Researchers launch two-year study on the use of treated wastewater in agriculture

April 29, 2015

RIVERSIDE, Calif. — Researchers hope the study will lead to cost-effective and viable regional water reuse policies.

RIVERSIDE, Calif. — Researchers at the Hebrew University of Jerusalem and the University of California, Riverside, have launched a two-year study on the use of treated wastewater in agriculture, according to a press release.

The researchers hope the project, titled “Enhanced Resilience of Local Agricultural Water Supplies through Reuse of Municipal and Agricultural Water: A Dynamic Economic Analysis,” will lead to cost-effective and viable regional water reuse policies, stated the release.

The release reported that the team will review existing research on using treated wastewater to improve the reliability of local water supplies, evaluate the cost-effectiveness and efficacy of new technologies for using treated wastewater on landscaping and agriculture, as well as study the impacts of treated wastewater on crop yields, said Kurt Schwabe, associate professor of environmental economics and policy and the project's principal investigator.

The project will be initially funded with a seed grant of around $300,000 from USDA’s National Institute of Food and Agriculture-Binational Agricultural Research and Development Fund partnership with Israel, noted the release.

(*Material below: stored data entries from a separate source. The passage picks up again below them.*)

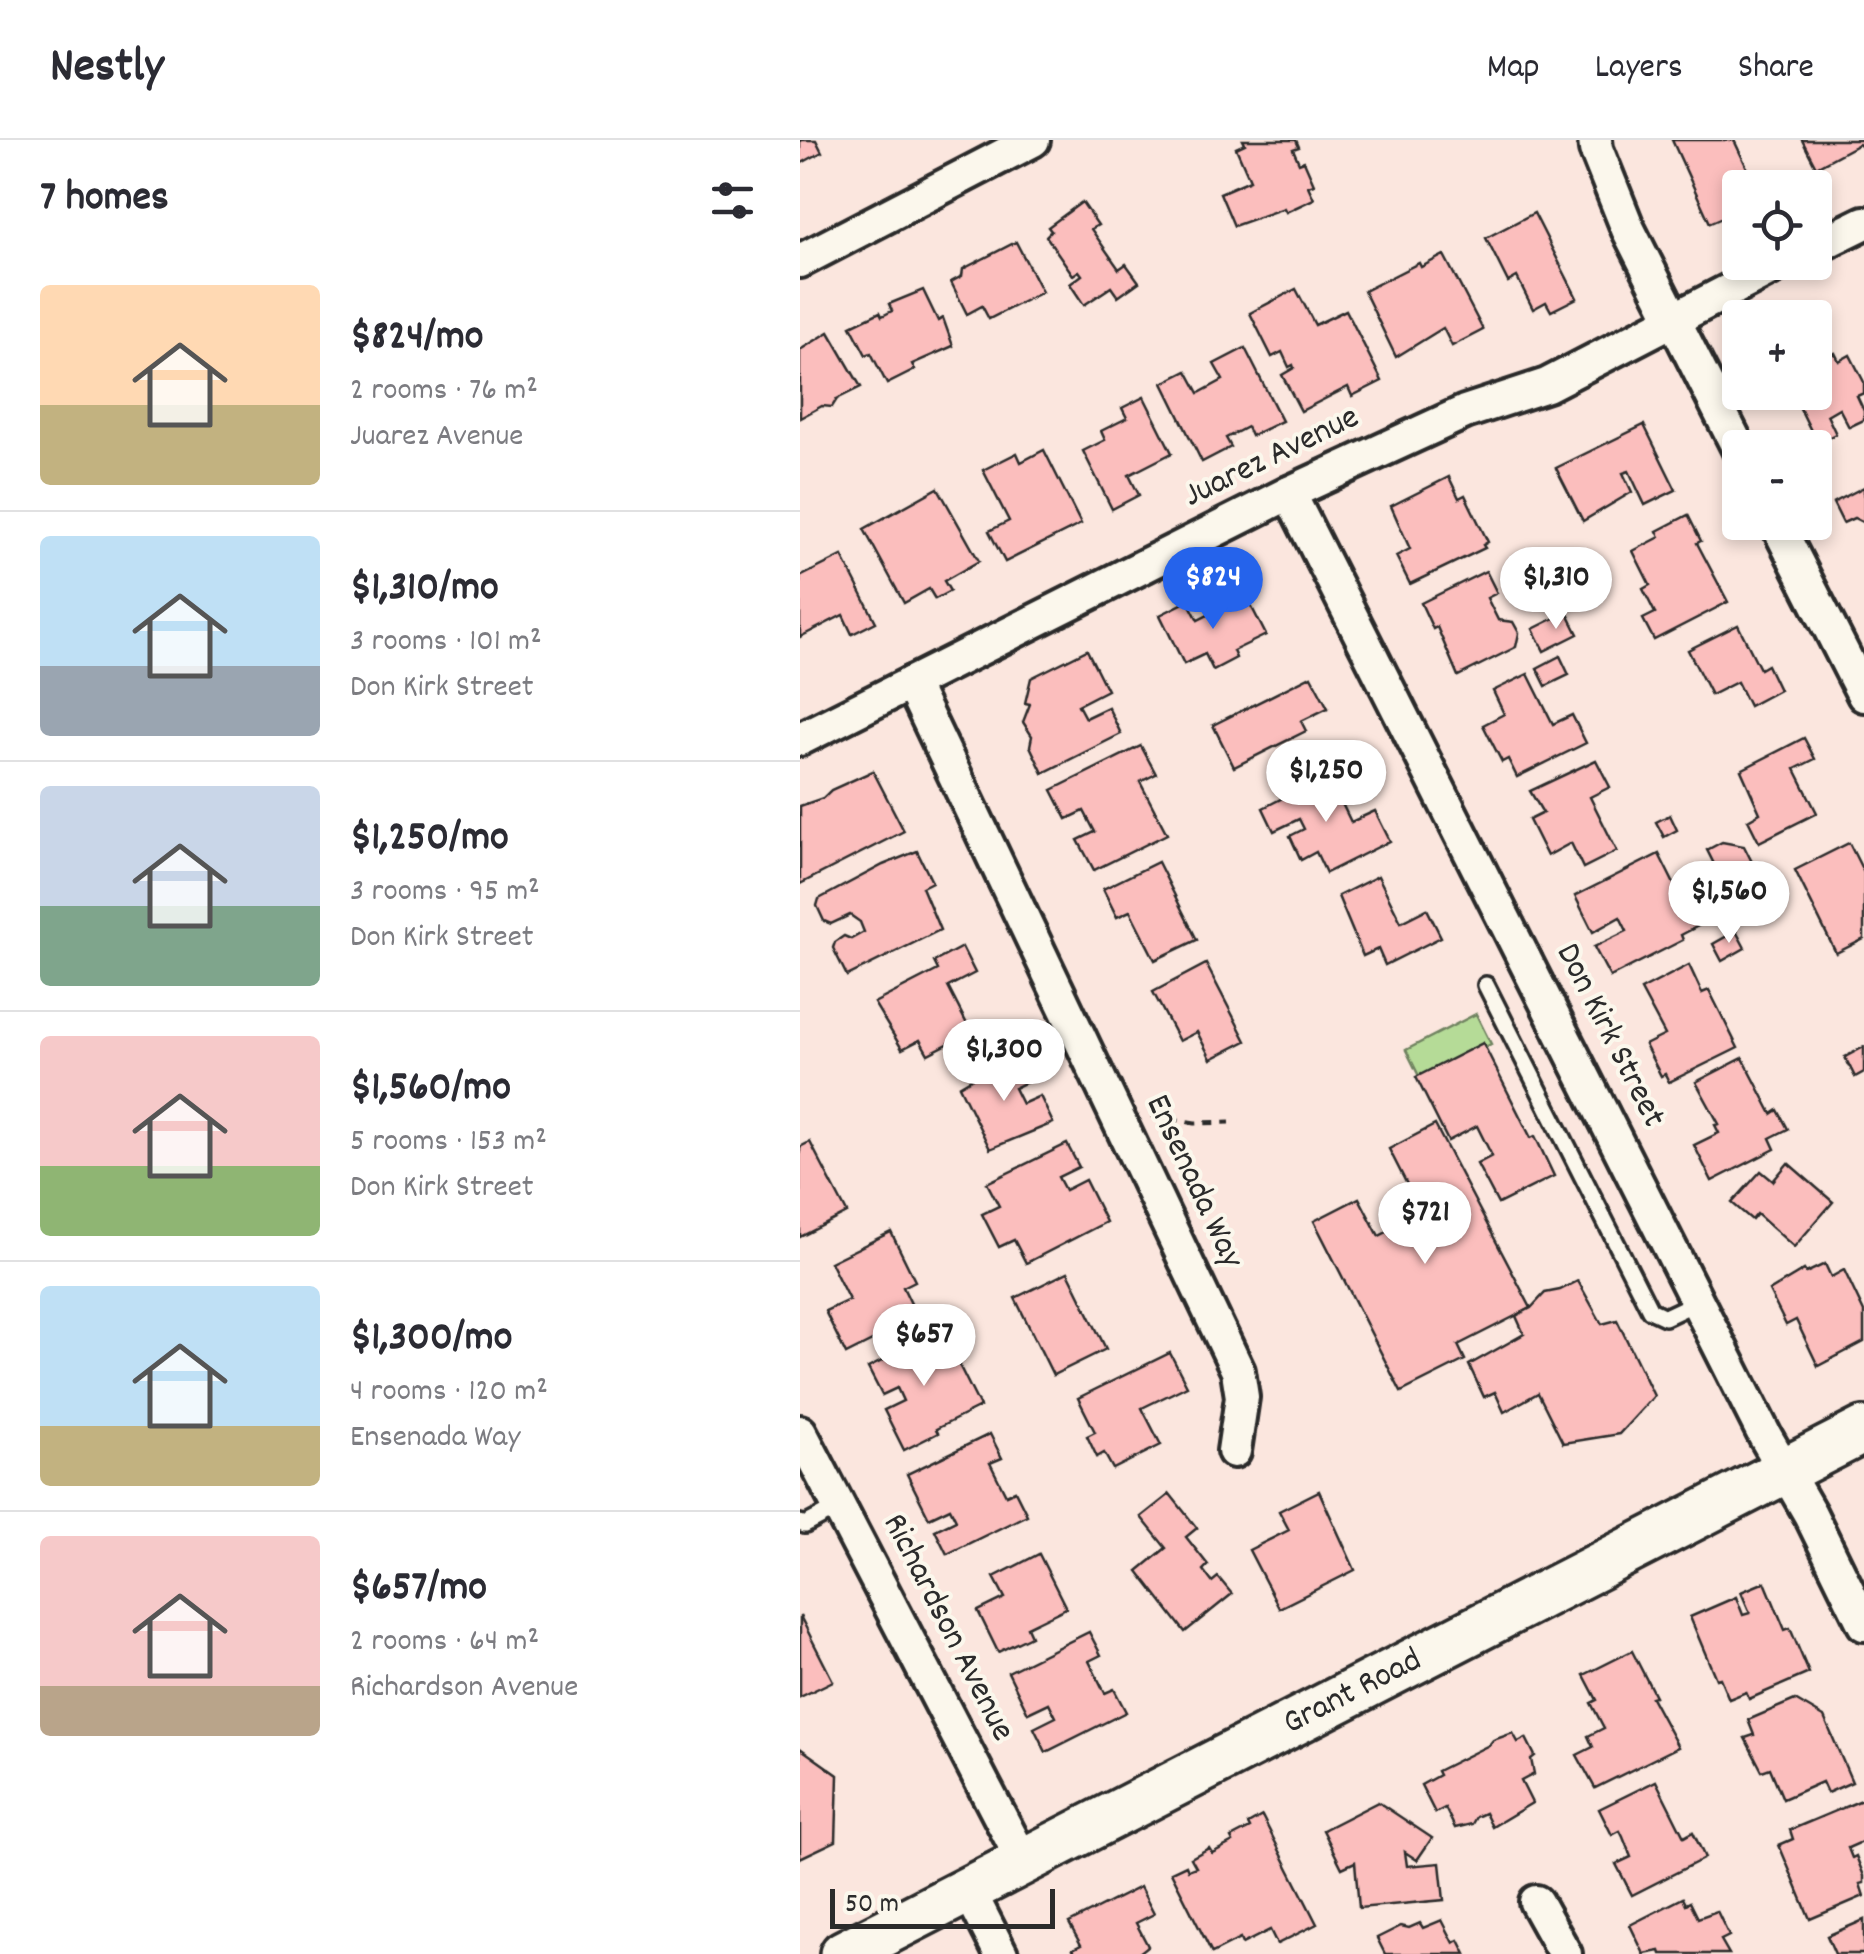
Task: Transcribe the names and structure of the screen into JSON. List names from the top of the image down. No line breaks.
{"streets":{"main road":["Grant Road"],"street":["Juarez Avenue","Don Kirk Street","Ensenada Way","Richardson Avenue"]},"crossings":[["Juarez Avenue","Don Kirk Street"],["Juarez Avenue","Ensenada Way"],["Don Kirk Street","Grant Road"],["Richardson Avenue","Grant Road"]],"scale_bar":"50 m","page":{"header":"Nestly","nav":["Map","Layers","Share"],"heading":"7 homes","map_buttons":["+","−"],"list":[{"name":"$824/mo","note":"2 rooms · 76 m² · Juarez Avenue"},{"name":"$1,310/mo","note":"3 rooms · 101 m² · Don Kirk Street"},{"name":"$1,250/mo","note":"3 rooms · 95 m² · Don Kirk Street"},{"name":"$1,560/mo","note":"5 rooms · 153 m² · Don Kirk Street"},{"name":"$1,300/mo","note":"4 rooms · 120 m² · Ensenada Way"},{"name":"$657/mo","note":"2 rooms · 64 m² · Richardson Avenue"}],"price":["$824","$1,310","$1,250","$1,560","$1,300","$721","$657"],"scale":"50 m"}}
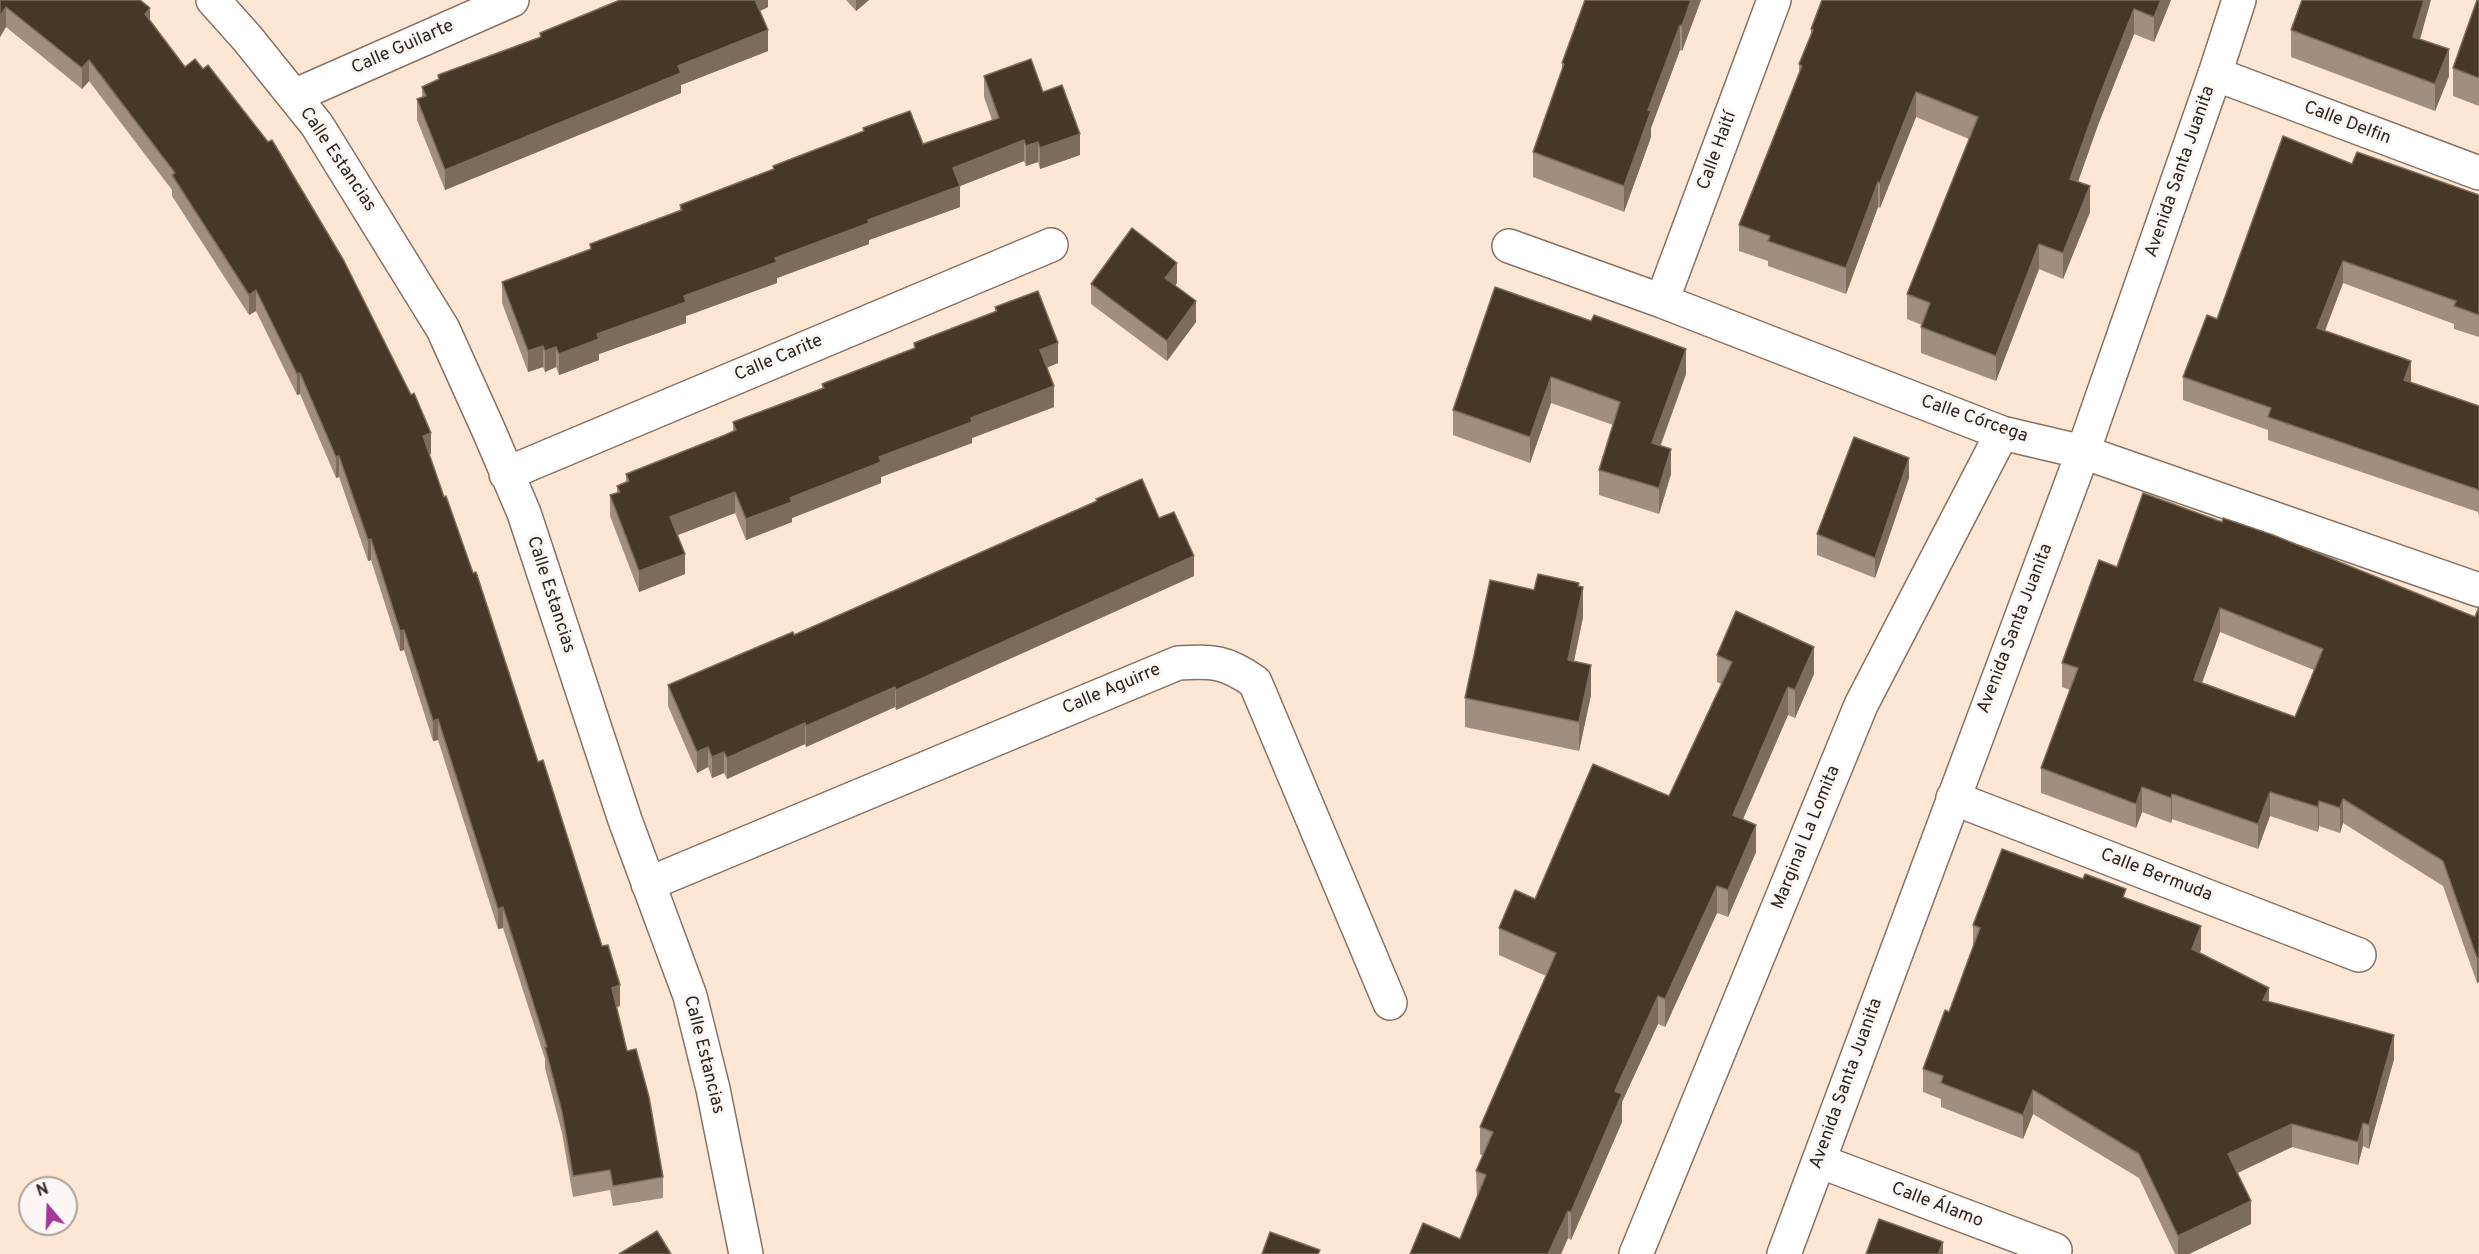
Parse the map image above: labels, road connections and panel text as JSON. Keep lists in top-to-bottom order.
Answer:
{
  "streets": {
    "street": [
      "Calle Guilarte",
      "Calle Delfin",
      "Calle Haití",
      "Calle Estancias",
      "Avenida Santa Juanita",
      "Calle Carite",
      "Calle Córcega",
      "Calle Aguirre",
      "Marginal La Lomita",
      "Calle Bermuda",
      "Calle Álamo"
    ]
  },
  "crossings": [
    ["Calle Guilarte", "Calle Estancias"],
    ["Calle Delfin", "Avenida Santa Juanita"],
    ["Calle Haití", "Calle Córcega"],
    ["Calle Estancias", "Calle Carite"],
    ["Calle Estancias", "Calle Aguirre"],
    ["Avenida Santa Juanita", "Calle Córcega"],
    ["Avenida Santa Juanita", "Calle Bermuda"],
    ["Avenida Santa Juanita", "Calle Álamo"],
    ["Calle Córcega", "Marginal La Lomita"]
  ],
  "north": "top"
}
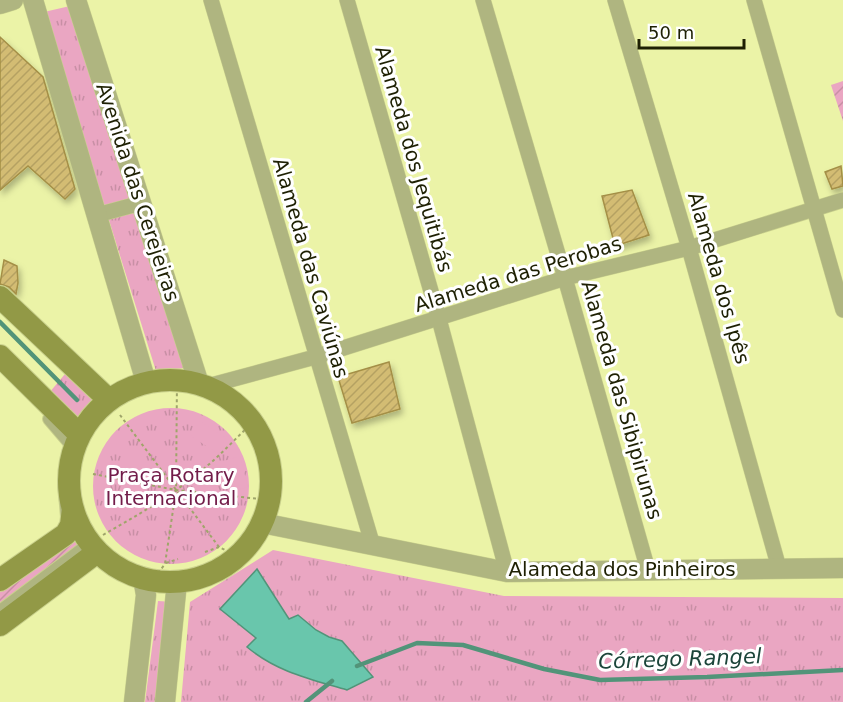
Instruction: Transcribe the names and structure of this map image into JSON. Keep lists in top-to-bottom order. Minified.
{"streets":{"street":["Alameda dos Jequitibás","Avenida das Cerejeiras","Alameda das Caviúnas","Alameda das Perobas","Alameda dos Ipês","Alameda das Sibipirunas","Alameda dos Pinheiros"]},"crossings":[["Alameda dos Jequitibás","Alameda das Perobas"],["Alameda dos Jequitibás","Alameda dos Pinheiros"],["Avenida das Cerejeiras","Alameda das Perobas"],["Alameda das Caviúnas","Alameda das Perobas"],["Alameda das Caviúnas","Alameda dos Pinheiros"],["Alameda das Perobas","Alameda dos Ipês"],["Alameda das Perobas","Alameda das Sibipirunas"],["Alameda dos Ipês","Alameda dos Pinheiros"],["Alameda das Sibipirunas","Alameda dos Pinheiros"]],"water":["Córrego Rangel"],"parks":["Praça Rotary Internacional"],"scale_bar":"50 m"}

“The long-term goal is to determine the most cost-effective approach to utilizing treated wastewater with an eye toward water supply reliability and maintaining water quality standards,” Schwabe explained. “Given the integral role wastewater reuse will play in an agency’s water supply portfolio, a clearer understanding of reuse possibilities and their implications on agency costs can be helpful. Yet to identify cost-effective solutions to these problems requires an interdisciplinary approach. Collaborating with researchers in engineering, economics and soil science is a much more effective strategy to solve issues than a piecemeal or siloed approach.”

Read the entire release here.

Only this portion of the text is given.